== WORK REQUEST ==
Isolate every line in the data with the string "height" and copy it.
_ _ _ _
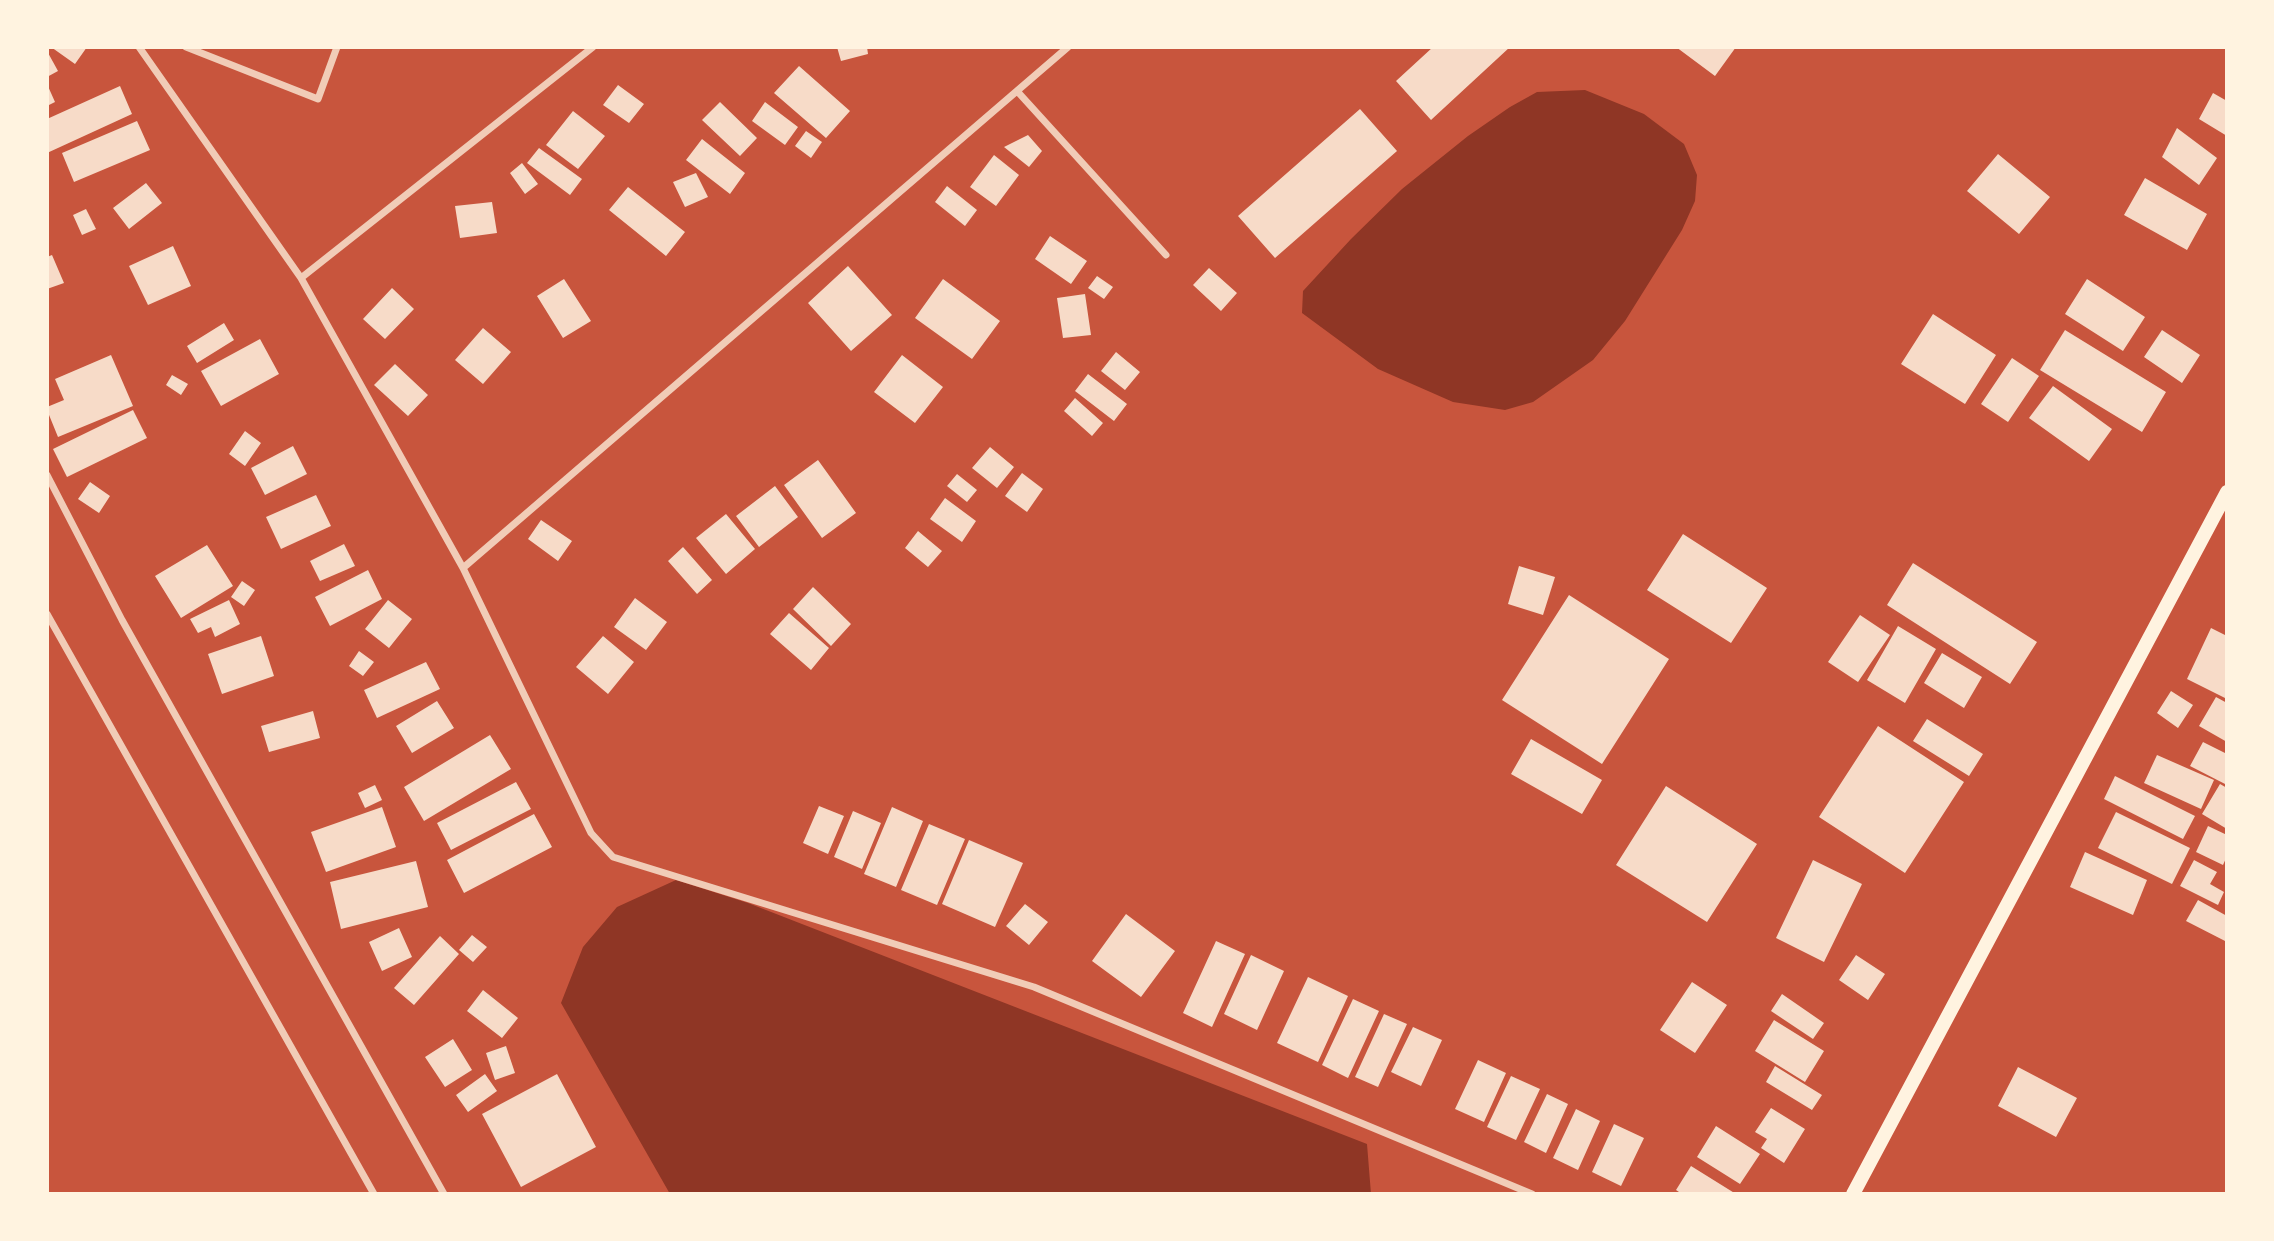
<!DOCTYPE html>
<html>
<head>
<meta charset="utf-8">
<style>
	body { margin:0 }
	#map { position:relative; width:2274px; height:1241px; overflow:hidden; background:#c8553d; font-family:"Fira Sans",sans-serif }
	canvas { display:block }
	.frame { position:absolute; inset:0; border:49px solid #fff3e0; pointer-events:none }
</style>
</head>
<body>
<div id="map">
<canvas width="2274" height="1241"></canvas>
<div class="frame"></div>
</div>
<script>
const ctx = document.querySelector('canvas').getContext('2d');
ctx.lineJoin = 'round';
function fillPath(path, color) { ctx.fillStyle = color; ctx.fill(path, 'evenodd'); }
const shape = rows => new Path2D(rows.map(r => 'M' + r).join(''));
function trace(path, color, width, dash) { ctx.strokeStyle = color; ctx.lineWidth = width; ctx.lineCap = dash ? 'butt' : 'round'; ctx.setLineDash(dash || []); ctx.stroke(path); }
fillPath(shape([
	[1585,90,1644,114,1684,144,1697,175,1695,201,1682,230,1625,321,1593,360,1533,402,1505,410,1453,402,1378,369,1302,313,1303,291,1351,239,1402,189,1468,136,1510,107,1537,92],
	[676,880,748,903,1367,1144,1371,1194,670,1194,561,1003,583,947,617,907]
]), '#8f3625');
fillPath(shape([
	[51,47,87,47,75,64],
	[837,47,867,47,868,54,841,61],
	[1433,47,1510,47,1431,120,1396,81],
	[1676,47,1736,47,1715,76],
	[47,51,58,71,47,77],
	[799,66,850,111,826,138,774,93],
	[47,84,55,102,47,106],
	[618,85,644,104,629,123,603,105],
	[120,86,132,114,47,153,47,119],
	[2213,93,2227,101,2227,136,2199,119],
	[720,102,757,138,740,156,702,120],
	[765,102,798,127,785,145,752,121],
	[1360,109,1397,151,1275,258,1238,216],
	[573,111,605,136,578,169,546,145],
	[137,121,150,150,74,182,62,153],
	[2177,128,2217,158,2199,185,2162,157],
	[806,131,822,142,811,158,795,146],
	[1028,135,1042,151,1029,167,1004,147],
	[702,139,745,173,730,194,686,160],
	[539,148,582,179,570,195,527,163],
	[1998,154,2050,197,2019,234,1967,191],
	[994,155,1019,175,996,206,970,187],
	[522,163,538,184,525,194,510,173],
	[696,173,708,197,685,207,673,182],
	[2145,178,2207,214,2187,250,2124,215],
	[146,183,162,203,129,229,113,208],
	[947,186,977,210,965,226,935,202],
	[628,187,685,232,666,256,609,210],
	[492,202,497,233,460,238,455,206],
	[86,209,96,229,82,235,73,215],
	[1050,236,1087,261,1071,284,1035,259],
	[173,246,191,286,148,305,129,266],
	[52,255,64,283,47,289,47,257],
	[848,266,892,315,851,351,808,303],
	[1209,268,1237,293,1221,311,1193,285],
	[1097,276,1113,287,1104,299,1088,288],
	[564,279,591,321,563,338,537,296],
	[943,279,1000,321,972,359,915,318],
	[2087,279,2145,317,2123,351,2065,314],
	[392,288,414,309,385,339,363,319],
	[1085,294,1091,335,1063,338,1057,298],
	[1933,314,1996,355,1965,404,1901,364],
	[224,323,234,340,197,363,187,346],
	[483,328,511,352,483,384,455,360],
	[2065,330,2166,392,2142,432,2040,370],
	[2162,330,2200,355,2182,383,2144,357],
	[260,339,279,374,221,406,201,371],
	[1116,352,1140,372,1125,390,1101,371],
	[111,355,133,406,58,437,47,410,47,407,64,400,55,379],
	[902,355,943,387,915,423,874,392],
	[2012,358,2039,376,2008,422,1981,404],
	[395,364,428,395,408,416,374,385],
	[1088,374,1127,404,1114,421,1075,391],
	[172,375,188,384,181,395,166,385],
	[2053,386,2112,429,2089,461,2029,418],
	[1075,398,1103,423,1092,436,1064,411],
	[133,410,147,438,67,477,53,449],
	[245,431,261,443,245,466,229,454],
	[293,446,307,474,265,495,251,468],
	[990,447,1014,467,997,488,972,468],
	[818,460,856,513,822,538,784,485],
	[1022,473,1043,489,1027,512,1005,496],
	[957,474,977,490,967,502,947,486],
	[90,482,110,496,99,513,78,499],
	[775,486,798,517,759,547,736,516],
	[316,495,331,526,281,549,266,517],
	[945,498,976,521,962,542,930,519],
	[726,514,755,549,726,574,696,538],
	[541,520,572,541,558,561,528,539],
	[918,531,942,551,928,567,905,548],
	[1683,534,1767,588,1731,643,1647,590],
	[344,544,355,566,320,581,310,561],
	[207,545,233,586,181,618,155,576],
	[683,547,712,580,697,594,668,561],
	[1913,563,2037,642,2010,684,1887,605],
	[1519,566,1555,577,1543,615,1508,604],
	[368,570,382,599,330,626,315,597],
	[242,581,255,590,244,606,231,597],
	[813,587,851,624,831,646,793,609],
	[1569,595,1669,659,1602,764,1502,700],
	[635,598,667,622,646,650,614,627],
	[229,600,240,624,215,637,211,627,198,633,190,619],
	[388,600,412,619,389,648,365,629],
	[789,613,829,648,811,670,770,634],
	[1860,615,1890,635,1858,682,1828,662],
	[1898,626,1936,649,1905,703,1867,680],
	[2211,628,2227,636,2227,699,2187,679],
	[261,636,274,676,222,694,208,654],
	[603,636,634,662,608,694,576,667],
	[359,651,374,662,363,676,349,666],
	[1942,653,1982,677,1964,708,1924,683],
	[426,662,440,689,377,718,364,690],
	[2171,691,2193,705,2178,728,2157,713],
	[2216,697,2227,703,2227,742,2199,726],
	[437,701,454,728,412,753,396,726],
	[313,711,320,738,269,752,261,726],
	[1927,719,1983,754,1969,776,1913,741],
	[1878,726,1964,782,1905,873,1819,817],
	[490,735,511,769,424,821,404,787],
	[1531,739,1602,780,1582,814,1511,774],
	[2203,742,2227,754,2227,785,2190,766],
	[2157,755,2214,780,2201,809,2144,783],
	[2115,776,2195,816,2183,839,2104,799],
	[516,782,531,809,451,850,437,823],
	[2220,784,2227,788,2227,829,2202,814],
	[375,785,382,800,365,808,358,793],
	[1666,786,1757,844,1707,922,1616,865],
	[819,806,844,816,828,854,803,843],
	[382,807,396,847,326,872,311,832],
	[892,807,923,821,896,887,864,874],
	[853,811,881,823,862,869,834,857],
	[2116,812,2190,848,2172,884,2098,848],
	[534,814,552,847,464,893,447,860],
	[929,824,965,839,937,905,901,890],
	[2208,826,2227,835,2227,856,2223,865,2196,852],
	[969,840,1023,863,995,927,942,904],
	[2085,852,2147,880,2133,915,2070,887],
	[1813,860,1862,884,1824,962,1776,938],
	[2194,860,2217,872,2210,884,2224,892,2218,905,2180,886],
	[416,861,428,907,341,929,330,882],
	[2198,900,2227,916,2227,942,2186,921],
	[1025,904,1048,922,1029,945,1006,926],
	[1126,914,1175,951,1141,997,1092,961],
	[399,928,412,957,382,971,369,942],
	[472,935,487,947,473,962,459,950],
	[440,936,459,954,414,1005,394,988],
	[1216,941,1245,954,1212,1027,1183,1013],
	[1251,955,1284,971,1257,1030,1224,1014],
	[1856,955,1885,974,1868,1000,1839,980],
	[1308,977,1348,996,1318,1062,1277,1043],
	[1692,982,1727,1005,1695,1053,1660,1030],
	[483,990,518,1018,502,1038,467,1011],
	[1782,994,1824,1023,1813,1039,1771,1011],
	[1353,999,1379,1011,1348,1078,1322,1065],
	[1384,1014,1407,1024,1378,1087,1355,1077],
	[1774,1020,1824,1051,1805,1082,1755,1051],
	[1413,1027,1442,1040,1421,1086,1391,1072],
	[453,1039,472,1070,445,1087,425,1057],
	[506,1046,515,1073,495,1080,486,1053],
	[1478,1060,1506,1073,1484,1122,1455,1109],
	[1775,1066,1822,1095,1812,1110,1766,1082],
	[2018,1067,2077,1098,2056,1137,1998,1106],
	[485,1074,497,1091,468,1112,456,1095],
	[557,1074,596,1147,521,1187,482,1114],
	[1511,1076,1540,1089,1516,1140,1487,1127],
	[1547,1094,1568,1104,1546,1153,1524,1142],
	[1771,1108,1805,1129,1784,1163,1761,1148,1767,1139,1755,1132],
	[1576,1109,1600,1121,1578,1170,1553,1158],
	[1614,1124,1644,1138,1621,1186,1592,1172],
	[1716,1126,1760,1154,1740,1184,1697,1157],
	[1691,1166,1736,1194,1682,1194,1676,1190]
]), '#f7dbc8');
trace(shape([
	[139,47,301,278,463,568,591,833,613,857,1034,987,1532,1194],
	[186,47,318,99,337,47],
	[1017,91,1166,255],
	[301,278,593,47],
	[47,475,122,620,444,1194],
	[463,568,1068,47],
	[47,614,374,1194]
]), '#f1ccb7', 7);
trace(shape([
	[1853,1194,2227,492]
]), '#fff3e0', 14);
</script>
</body>
</html>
_ _ _ _
== ANSWER AREA ==
	#map { position:relative; width:2274px; height:1241px; overflow:hidden; background:#c8553d; font-family:"Fira Sans",sans-serif }
<canvas width="2274" height="1241"></canvas>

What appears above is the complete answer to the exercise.